Go paddle boarding or take some surfing lessons or windsurfing or kiteboarding lessons or try skydiving or horseback riding or rock climbing. Some new experience that breaks you out of your normal life. Congratulations!
posted by gt2 at 1:43 AM on April 21, 2022


OMG WELL DONE!!! my husband could have written this question so it's nice to read all these because so far it's like, power tools? Fancy pen? Watch? Ughhhh. Nothing pops.

Is there anything about your accomplishment itself that suggests to you a gift?

I recently got a dream-to-me byline and totally impulsively wrote the illustrator and BOUGHT the illustrations, paintings. I love them and, yeah, commemoration!

So like: art, tattoo, related first edition book, themed jewelry?

The rest and burnout recovery, by the way, isn't a celebration... that's mandatory.

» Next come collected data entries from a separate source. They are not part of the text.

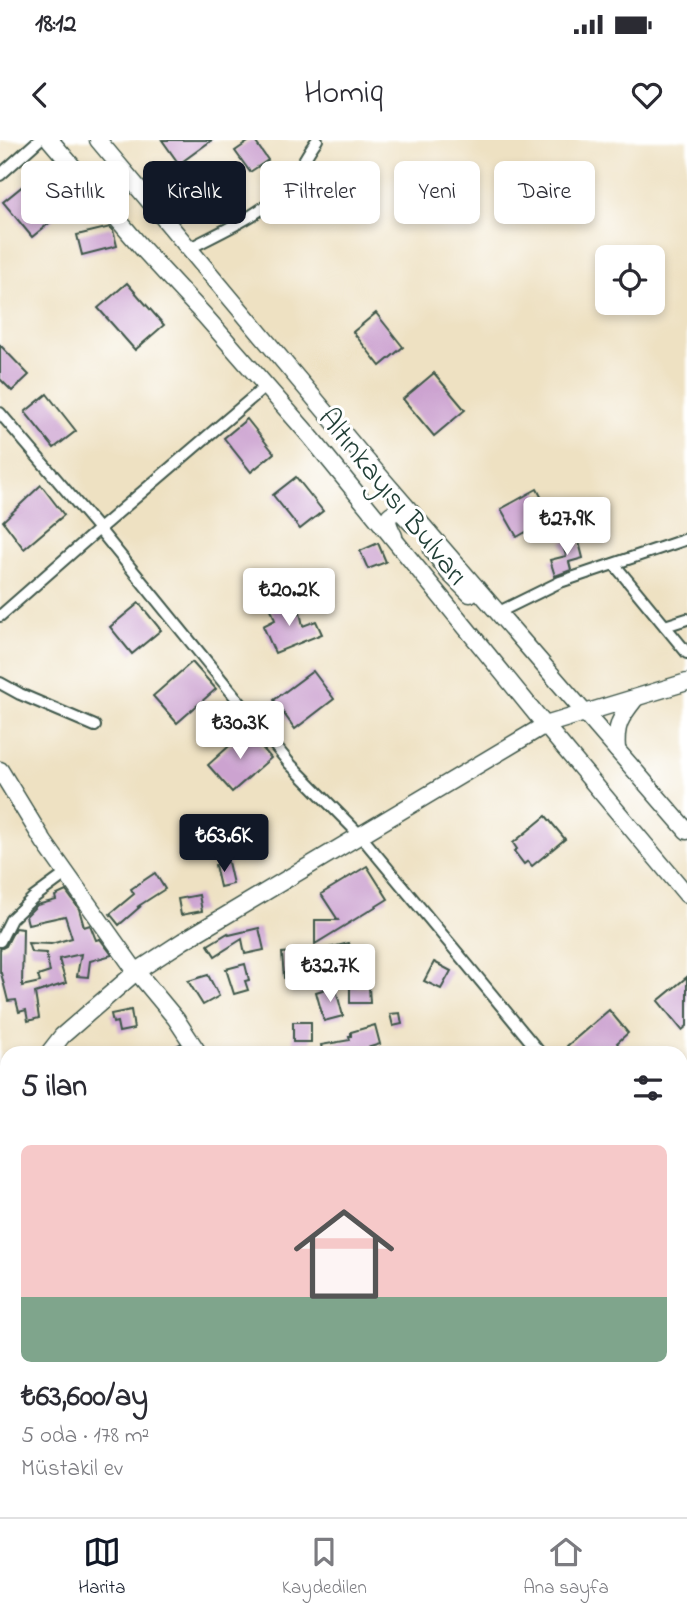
<!DOCTYPE html>
<html lang="tr">
<meta charset="utf-8">
<style>
:root{--surface:#fff;--page:#f2f2f3;--text:#2b2b33;--muted:#7c7c81;--line:#e1e1e2;--accent:#111827}
body{margin:0;font-family:"Indie Flower",sans-serif;background:var(--page);color:var(--text);height:100vh;display:flex;flex-direction:column;font-size:26px;white-space:nowrap}
*{box-sizing:border-box;margin:0}
p{font-size:23px;color:var(--muted)}
.icon{flex:none;width:38px;height:38px;fill:none;stroke:currentColor;stroke-width:2;stroke-linecap:round;stroke-linejoin:round}
.map{position:relative;flex:1;overflow:hidden}
.side{position:absolute;left:0px;top:906px;width:688px;height:471px;display:flex;flex-direction:column;background:var(--surface);border-radius:21px 21px 0 0;box-shadow:0 4px 10px #0003}
.side>*{flex:none}
.banner{position:absolute;left:21px;top:21px;width:646px;height:63px;display:flex;gap:14px}
.fabs{position:absolute;left:595px;top:105px;display:grid;gap:14px}
.fabs a{display:grid;place-items:center;width:70px;height:70px;border-radius:10px;background:var(--surface);box-shadow:0 4px 10px #0003;font-size:35px}
.price{position:absolute;translate:-50% -60px;padding:0 16px;border-radius:7px;background:#fff;color:#222;font-size:23px;line-height:46px;filter:drop-shadow(0 2px 4px #0008)}
.price::after{content:'';position:absolute;left:50%;top:42px;width:21px;height:16px;margin-left:-10px;background:inherit;clip-path:polygon(0 0,100% 0,50% 100%)}
.price.active{background:var(--accent);color:#fff}
ul{padding:0;list-style:none}
li{display:grid;align-content:center;gap:14px;height:371px;padding:0 21px}
li+li{border-top:2px solid var(--line)}
li span{display:grid;place-items:center;height:217px;border-radius:10px;color:#555}
li>.icon{margin-inline-start:auto}
span .icon{width:126px;height:126px;fill:#fffc;stroke-width:1}
li b{font-size:30px}
h2{display:flex;justify-content:space-between;align-items:center;height:84px;padding:0 21px;font-size:30px}
.pill{padding:0 24px;border-radius:10px;background:var(--surface);box-shadow:0 4px 10px #0003;font-size:24px;line-height:63px}
.pill.active{background:var(--accent);color:#fff}
.status{display:flex;justify-content:space-between;align-items:center;height:49px;padding:0 35px;background:var(--surface);direction:ltr}
.status svg{height:19px;fill:currentColor}
header{display:flex;justify-content:space-between;align-items:center;height:91px;padding:0 21px;background:var(--surface);font-size:32px;font-weight:600}
.menu{display:flex;justify-content:space-around;align-items:center;height:98px;border-top:2px solid var(--line);background:var(--surface);font-size:19px;color:var(--muted)}
.menu a{display:grid;justify-items:center;gap:4px}
.menu .active{color:var(--accent)}
.map>svg:first-child{display:block}
</style>
<div class="status"><b>18:12</b><svg viewBox="0 0 49 12"><path d="M0 12V9h3v3zM5 12V6h3v6zM10 12V3h3v9zM15 12V0h3v12zM26 1h20v11H26zM47 4h2v5h-2z"/></svg></div>
<header><svg class="icon" aria-label="back" viewBox="0 0 24 24"><path d="M15 5l-7 7 7 7"/></svg>Homiq<svg class="icon" aria-label="heart" viewBox="0 0 24 24"><path d="M12 20l-8-8c-3-5 5-10 8-4 3-6 11-1 8 4z"/></svg></header>
<div class="map">
<svg width="687" height="1377" viewBox="0 0 687 1377">
<rect width="100%" height="100%" fill="#fff"/>
<filter id="ink" filterUnits="userSpaceOnUse"><feTurbulence type="fractalNoise" baseFrequency=".0143" numOctaves="2"/><feDisplacementMap in="SourceGraphic" scale="14" xChannelSelector="R" yChannelSelector="G"/><feConvolveMatrix kernelMatrix="1 2 1 2 8 2 1 2 1" color-interpolation-filters="sRGB"/></filter>
<filter id="wash" filterUnits="userSpaceOnUse"><feTurbulence type="fractalNoise" baseFrequency=".00686" numOctaves="4" result="noise"/><feDisplacementMap in="SourceGraphic" scale="28" xChannelSelector="R" yChannelSelector="G"/><feGaussianBlur stdDeviation="1.57" result="paint"/><feColorMatrix in="noise" values="0 0 0 0 0 0 0 0 0 0 0 0 0 0 0 0 0 1.4 0 .05"/><feComposite in="paint" operator="in"/></filter>
<g filter="url(#wash)">
<rect width="100%" height="100%" fill="#eee1c2"/>
<g id="blocks">
<!-- building -->
<g fill="#cca3d0">
<path d="M162,0h50l-33,24z"/>
<path d="M251,0h3l14,20 -18,12 -15,-21z"/>
<path d="M51,23l29,35 -48,39 -29,-35z"/>
<path d="M110,87l3,3 4,16 -35,9 -5,-20z"/>
<path d="M127,143l37,42 -29,25 -37,-42z"/>
<path d="M376,173l27,34 -23,19 -27,-34z"/>
<path d="M0,205l29,30 -17,16 -12,-12z"/>
<path d="M434,233l31,37 -31,26 -31,-37z"/>
<path d="M47,254l29,37 -22,17 -29,-36z"/>
<path d="M247,279l27,34 -23,19 -27,-34z"/>
<path d="M296,337l27,34 -23,18 -27,-34z"/>
<path d="M41,345l23,30 -40,34 -21,-28z"/>
<path d="M537,349l15,28 -35,20 -16,-28z"/>
<path d="M578,398l5,20 -14,4 2,8 -16,6 -5,-16 16,-4 -4,-14z"/>
<path d="M378,403l8,19 -18,7 -8,-18z"/>
<path d="M289,459l5,14 6,-1 3,14 13,-5 6,13 -47,19 -12,-27 12,-6 -5,-14z"/>
<path d="M139,463l22,27 -29,24 -22,-27z"/>
<path d="M192,522l24,27 -39,34 -24,-27z"/>
<path d="M313,531l21,28 -39,30 -21,-29z"/>
<path d="M247,590l24,28 -39,34 -24,-27z"/>
<path d="M546,676l19,23 -33,27 -4,-5 -4,3 -10,-13 3,-2 -4,-6z"/>
<path d="M228,722l5,22 -13,3 -5,-22z"/>
<path d="M367,726l21,33 -73,45v-24h23l-17,-26z"/>
<path d="M155,733l10,16 -28,18 4,-1 -22,19 -9,-11 24,-20 -3,-5z"/>
<path d="M66,751l13,18 5,18 6,-2 6,15 4,-1 12,16 -22,6 -2,16 -11,-1 4,-22 -22,5 7,24 -31,10 4,25 -11,3 -2,-11 -7,2 -3,-12 -8,1 -7,-28h-1v-24l6,-3 9,-18 8,1 -1,57 18,-4 -2,-6 12,-4 -4,-19 -15,-1 -3,-9 23,1 21,-6 -7,-22 -37,8 -2,-8 11,-11 19,-5 -1,-4z"/>
<path d="M199,755l3,16 -21,4 -3,-16z"/>
<path d="M259,788l5,22 -19,4 -3,-15 -27,17 -7,-11 20,-12 1,2z"/>
<path d="M349,803l6,23 -37,9 -5,-23z"/>
<path d="M304,811l-7,5 4,-1 2,21 -19,2 -2,-25z"/>
<path d="M434,822l17,9 -10,18 -17,-8z"/>
<path d="M245,824l4,16 -4,1 3,9 -14,4 -8,-25z"/>
<path d="M208,835l11,21 -16,9 -15,-24z"/>
<path d="M687,837v49l-5,4 -24,-29z"/>
<path d="M335,846l8,30 -19,5 -8,-29z"/>
<path d="M350,847h19l1,16h-20z"/>
<path d="M131,870l3,19 -15,3 -2,-10 -4,1 -2,-9z"/>
<path d="M609,870l19,23 -11,10 4,6 -6,5h-42l-6,-8z"/>
<path d="M400,873l2,11 -9,2 -3,-12z"/>
<rect x="293" y="882" width="18" height="20"/>
<path d="M375,885l5,19 -32,10h-25l-2,-9 29,-5 -1,-4h2v-4z"/>
<path d="M180,904l6,10h-26z"/>
</g>
</g>
</g>
<g filter="url(#ink)">
<use href="#blocks" fill-opacity="0" stroke="#3e5649" stroke-width="2"/>
<g fill="none" stroke-linecap="round" stroke-linejoin="round">
<!-- street casing -->
<g stroke="#3e5649" stroke-width="14">
<g id="street">
<path d="M0,35l39,-35"/>
<path d="M190,108c30,-16 75,-35 97,-61 12,-15 19,-33 30,-47"/>
<path d="M0,273l99,116 190,234 71,72 181,219"/>
<path d="M614,424l73,89"/>
<path d="M499,472l61,-30 127,-43"/>
<path d="M0,476l99,-87 167,-143"/>
<path d="M665,486l22,-7"/>
<path d="M0,543l20,11 75,32"/>
<path d="M0,801l11,-22 22,-21 34,-25"/>
<path d="M0,1029l7,9"/>
<path d="M681,1073l6,-2"/>
<path d="M681,1162l6,-3"/>
<path d="M0,1289l7,13"/>
<path d="M44,1370l4,7"/>
<path d="M251,1370l3,7"/>
<path d="M369,1370l4,7"/>
<path d="M183,1377l20,-7"/>
<path d="M313,1377l13,-7"/>
</g>
</g>
<!-- secondary casing -->
<g stroke="#3e5649" stroke-width="19">
<g id="secondary">
<path d="M50,0l93,109 61,66 105,120 236,290 142,170"/>
<path d="M98,0l268,320 321,371"/>
<path d="M394,396c-6,-11 -12,-24 7,-24l11,12"/>
<path d="M432,410l17,23 21,21"/>
<path d="M617,610c-2,-25 3,-32 18,-51"/>
<path d="M0,630l44,72 88,124 44,53 23,35"/>
<path d="M48,914l14,-18 75,-65 46,-30 362,-216 142,-43"/>
<path d="M0,968l7,-8"/>
<path d="M492,1370l3,7"/>
</g>
</g>
<!-- street -->
<use href="#street" stroke="#fff" stroke-width="10"/>
<!-- secondary -->
<use href="#secondary" stroke="#fff" stroke-width="16"/>
</g>
</g>
<g text-anchor="middle" stroke-width="6" stroke-linejoin="round" paint-order="stroke">
<!-- street labels -->
<g font-size="30" fill="#1f3d34" stroke="#fff">
<text transform="translate(394 356) rotate(51)" y="10">Altınkayısı Bulvarı</text>
</g>
</g>
</svg>
<div class="fabs">
<a><svg class="icon" aria-label="locate" viewBox="0 0 24 24"><circle cx="12" cy="12" r="6"/><path d="M12 2v4M12 18v4M2 12h4M18 12h4"/></svg></a>
</div>
<b class="price" style="left:567px;top:417px">₺27.9K</b>
<b class="price" style="left:289px;top:488px">₺20.2K</b>
<b class="price" style="left:240px;top:621px">₺30.3K</b>
<b class="price active" style="left:224px;top:734px">₺63.6K</b>
<b class="price" style="left:330px;top:864px">₺32.7K</b>
<div class="banner">
<a class="pill">Satılık</a>
<a class="pill active">Kiralık</a>
<a class="pill">Filtreler</a>
<a class="pill">Yeni</a>
<a class="pill">Daire</a>
</div>
<section class="side">
<h2>5 ilan<svg class="icon" aria-label="filters" viewBox="0 0 24 24"><path d="M4 7h16M4 17h16"/><circle cx="9" cy="7" r="2"/><circle cx="15" cy="17" r="2"/></svg></h2>
<ul>
<li><span style="background:linear-gradient(#f6c9c9 70%,#7fa58c 0)"><svg class="icon" aria-label="home" viewBox="0 0 24 24"><path d="M3 11l9-7 9 7M6 9v11h12V9"/></svg></span><div><b>₺63,600/ay</b><p>5 oda · 178 m²</p><p>Müstakil ev</p></div></li>
</ul>
</section>
</div>
<nav class="menu">
<a class="active"><svg class="icon" aria-label="map" viewBox="0 0 24 24"><path d="M3 6l6-2 6 2 6-2v14l-6 2-6-2-6 2zM9 4v14M15 6v14"/></svg>Harita</a>
<a><svg class="icon" aria-label="saved" viewBox="0 0 24 24"><path d="M7 4h10v16l-5-4-5 4z"/></svg>Kaydedilen</a>
<a><svg class="icon" aria-label="home" viewBox="0 0 24 24"><path d="M3 11l9-7 9 7M6 9v11h12V9"/></svg>Ana sayfa</a>
</nav>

Congrats again!
posted by athirstforsalt at 7:10 AM on April 21, 2022 [3 favorites]


I would bake a fancy dessert, like cake or pie.
posted by mbrubeck at 3:50 PM on April 21, 2022


I might suggest that, since celebrating like this is not something that comes easily to you, and was discouraged earlier in your life, you might want to give yourself several celebrations to see what actually makes you feel good.

You don't have to have One Perfect Celebration. Try anything that sounds good, WHENEVER it feels like it might feel right. Do the solo cabin trip now, if you like; make an extremely vague plan for yourself to have a special dinner with friends whenever it feels safe to do so, no matter how far in the future that may be. Try buying yourself something you ordinarily wouldn't. Try another day or week off, but first think about ways to try making that special for yourself: would walking around a distant city be really nice? or napping all day with breaks to eat take-out? or buying a ticket for some really cool streaming show?

It's okay to give yourself several celebrations to commemorate this huge achievement. It's taken you more than 20 years to get where you are. Let yourself have many days to acknowledge, honestly and lovingly, what you've done.